I was a little bit curious on the impact of the assembler part in the CryptoPP SHA implementation, as the benchmarks resultsindicate that the SHA-256 algorithm only requires 15.8 CPU cycles/byte on an Opteron. I was unfortunately not able to build CryptoPP with gcc on cygwin (the build succeeded, but the generated exe failed immediately), but building a performance benchmark with VS2005 (default release configuration) with and without assembler support in CryptoPP and comparing to the Java SHA implementation on an in-memory buffer, leaving out any disk I/O, I get the following results on a 2.5GHz Phenom:

我对 CryptoPP SHA 实现中汇编器部分的影响有点好奇，因为基准测试结果表明 SHA-256 算法在 Opteron 上只需要 15.8 个 CPU 周期/字节。不幸的是，我无法在 cygwin 上使用 gcc 构建 CryptoPP（构建成功，但生成的 exe 立即失败），但是使用 VS2005（默认发布配置）构建了一个性能基准测试，无论是否支持 CryptoPP 中的汇编程序支持，并与 Java SHA 进行比较在内存缓冲区上实现，不考虑任何磁盘 I/O，我在 2.5GHz Phenom 上得到以下结果：

• Sun JDK1.6.0_13 (server): 26.2 cycles/byte
• CryptoPP (C++ only): 21.8 cycles/byte
• CryptoPP (assembler): 13.3 cycles/byte

• Sun JDK1.6.0_13（服务器）：26.2 周期/字节
• CryptoPP（仅限 C++）：21.8 个周期/字节
• CryptoPP（汇编器）：13.3 个周期/字节

Both benchmarks compute the SHA hash of a 4GB empty byte array, iterating over it in chunks of 1MB, which are passed to MessageDigest#update (Java) or CryptoPP's SHA256.Update function (C++).

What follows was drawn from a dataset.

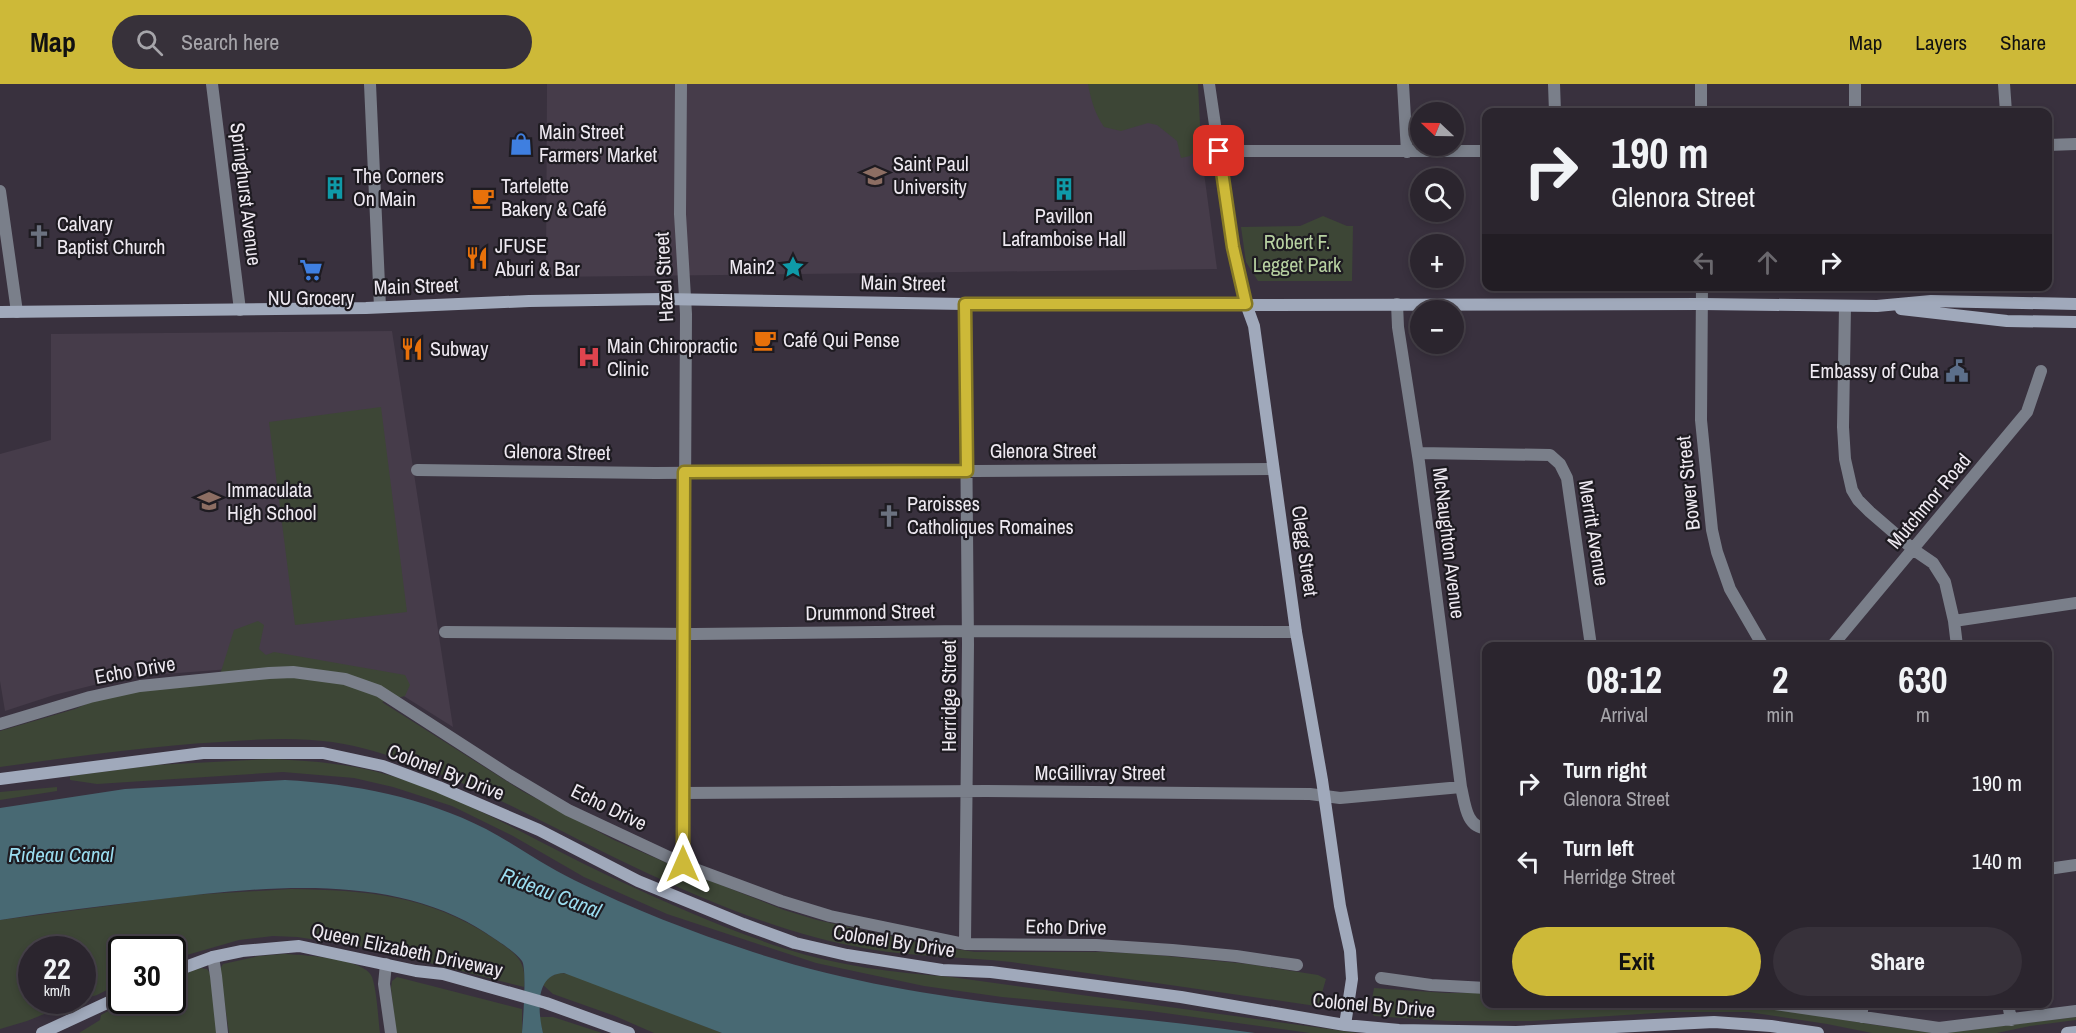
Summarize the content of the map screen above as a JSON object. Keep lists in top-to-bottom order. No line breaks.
{"streets":{"main road":["Main Street","Clegg Street","Colonel By Drive","Queen Elizabeth Driveway"],"street":["Springhurst Avenue","Hazel Street","Glenora Street","Bower Street","Mutchmor Road","Merritt Avenue","McNaughton Avenue","Drummond Street","Echo Drive","Herridge Street","McGillivray Street"]},"crossings":[["Springhurst Avenue","Main Street"],["Hazel Street","Main Street"],["Hazel Street","Glenora Street"],["Hazel Street","Drummond Street"],["Hazel Street","Echo Drive"],["Hazel Street","McGillivray Street"],["Main Street","Bower Street"],["Main Street","McNaughton Avenue"],["Main Street","Clegg Street"],["Main Street","Herridge Street"],["Glenora Street","Clegg Street"],["Glenora Street","Herridge Street"],["Merritt Avenue","McNaughton Avenue"],["McNaughton Avenue","McGillivray Street"],["Clegg Street","Drummond Street"],["Clegg Street","Colonel By Drive"],["Clegg Street","McGillivray Street"],["Drummond Street","Herridge Street"],["Echo Drive","Herridge Street"],["Herridge Street","McGillivray Street"]],"water":["Rideau Canal"],"parks":["Robert F. Legget Park"],"places":{"shop":["Main Street Farmers' Market"],"school or university":["Saint Paul University","Immaculata High School"],"building":["The Corners On Main","Pavillon Laframboise Hall"],"cafe":["Tartelette Bakery & Café","Café Qui Pense"],"church":["Calvary Baptist Church","Paroisses Catholiques Romaines"],"restaurant":["JFUSE Aburi & Bar","Subway"],"place":["Main2"],"supermarket":["NU Grocery"],"hospital":["Main Chiropractic Clinic"],"public building":["Embassy of Cuba"]},"north":"left","page":{"header":"Map","search":"Search here","nav":["Map","Layers","Share"],"map_buttons":["+","−"],"turn":["190 m","Glenora Street"],"eta":["08:12","Arrival","2","min","630","m"],"list":[{"name":"Turn right","note":"Glenora Street","value":"190 m"},{"name":"Turn left","note":"Herridge Street","value":"140 m"}],"buttons":["Exit","Share"],"speed":"22 km/h","limit":"30"}}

两个基准测试都计算 4GB 空字节数组的 SHA 哈希值，以 1MB 的块对其进行迭代，然后将其传递给 MessageDigest#update (Java) 或 CryptoPP 的 SHA256.Update 函数 (C++)。

I was able to build and benchmark CryptoPP with gcc 4.4.1 (-O3) in a virtual machine running Linux and got only appr. half the throughput compared to the results from the VS exe. I am not sure how much of the difference is contributed to the virtual machine and how much is caused by VS usually producing better code than gcc, but I have no way to get any more exact results from gcc right now.

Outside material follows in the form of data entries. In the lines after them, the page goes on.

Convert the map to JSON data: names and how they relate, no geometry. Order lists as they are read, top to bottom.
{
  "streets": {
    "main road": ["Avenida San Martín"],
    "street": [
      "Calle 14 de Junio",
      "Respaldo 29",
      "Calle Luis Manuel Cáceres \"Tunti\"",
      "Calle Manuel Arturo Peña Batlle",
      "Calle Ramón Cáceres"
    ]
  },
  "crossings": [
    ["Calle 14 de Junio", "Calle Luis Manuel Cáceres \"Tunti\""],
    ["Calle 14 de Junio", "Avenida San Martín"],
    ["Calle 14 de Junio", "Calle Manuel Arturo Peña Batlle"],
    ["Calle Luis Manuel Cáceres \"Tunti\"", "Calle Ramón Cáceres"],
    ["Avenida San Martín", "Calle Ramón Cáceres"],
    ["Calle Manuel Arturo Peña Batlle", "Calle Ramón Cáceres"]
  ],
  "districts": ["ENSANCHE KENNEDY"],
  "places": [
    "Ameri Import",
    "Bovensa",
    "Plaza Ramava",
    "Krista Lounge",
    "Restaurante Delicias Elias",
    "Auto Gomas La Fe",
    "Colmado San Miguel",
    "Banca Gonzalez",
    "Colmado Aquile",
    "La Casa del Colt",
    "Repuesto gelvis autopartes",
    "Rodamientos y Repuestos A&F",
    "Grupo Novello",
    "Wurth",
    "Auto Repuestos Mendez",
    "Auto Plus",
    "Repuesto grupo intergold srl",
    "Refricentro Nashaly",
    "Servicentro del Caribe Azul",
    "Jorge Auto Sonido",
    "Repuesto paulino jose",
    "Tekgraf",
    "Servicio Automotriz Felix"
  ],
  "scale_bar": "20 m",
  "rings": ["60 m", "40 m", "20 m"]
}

我能够在运行 Linux 的虚拟机中使用 gcc 4.4.1 (-O3) 构建和基准测试 CryptoPP 并且只获得了 appr。与 VS exe 的结果相比，吞吐量减少了一半。我不确定有多少差异是由虚拟机造成的，有多少是由 VS 通常产生比 gcc 更好的代码造成的，但我现在无法从 gcc 获得更准确的结果。

It used to be that Java ran about 10x slower than the same C++ code. Nowadays is closer to 2x slower. I think what your running into is just a fundamental part of Java. JVMs will get faster, especially as new JIT techniques are discovered, but you'll have a hard time out performing C.

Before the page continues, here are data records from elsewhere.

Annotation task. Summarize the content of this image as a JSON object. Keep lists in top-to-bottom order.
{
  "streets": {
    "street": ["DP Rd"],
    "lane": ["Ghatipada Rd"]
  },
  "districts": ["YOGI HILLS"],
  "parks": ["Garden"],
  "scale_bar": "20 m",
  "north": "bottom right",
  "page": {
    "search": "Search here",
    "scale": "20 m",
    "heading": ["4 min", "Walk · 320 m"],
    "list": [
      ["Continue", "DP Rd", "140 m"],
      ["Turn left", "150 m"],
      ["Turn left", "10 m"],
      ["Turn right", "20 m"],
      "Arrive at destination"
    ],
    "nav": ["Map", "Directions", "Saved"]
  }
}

过去，Java 的运行速度比相同的 C++ 代码慢 10 倍左右。现在更接近于慢 2 倍。我认为您遇到的只是 Java 的一个基本部分。JVM 将变得更快，尤其是在发现新的 JIT 技术时，但您将很难执行 C。

Have you tried alternative JVMs and/or compilers? I used to get better performance with JRocket, but less stability. Ditto for using jikesover javac.

您是否尝试过其他 JVM 和/或编译器？我曾经使用JRocket获得更好的性能，但稳定性较差。在 javac 上使用jikes 也是如此。

Perhaps the first thing today is work out where you are spending the most time? Can you run it through a profiler and see where the most time is being spent.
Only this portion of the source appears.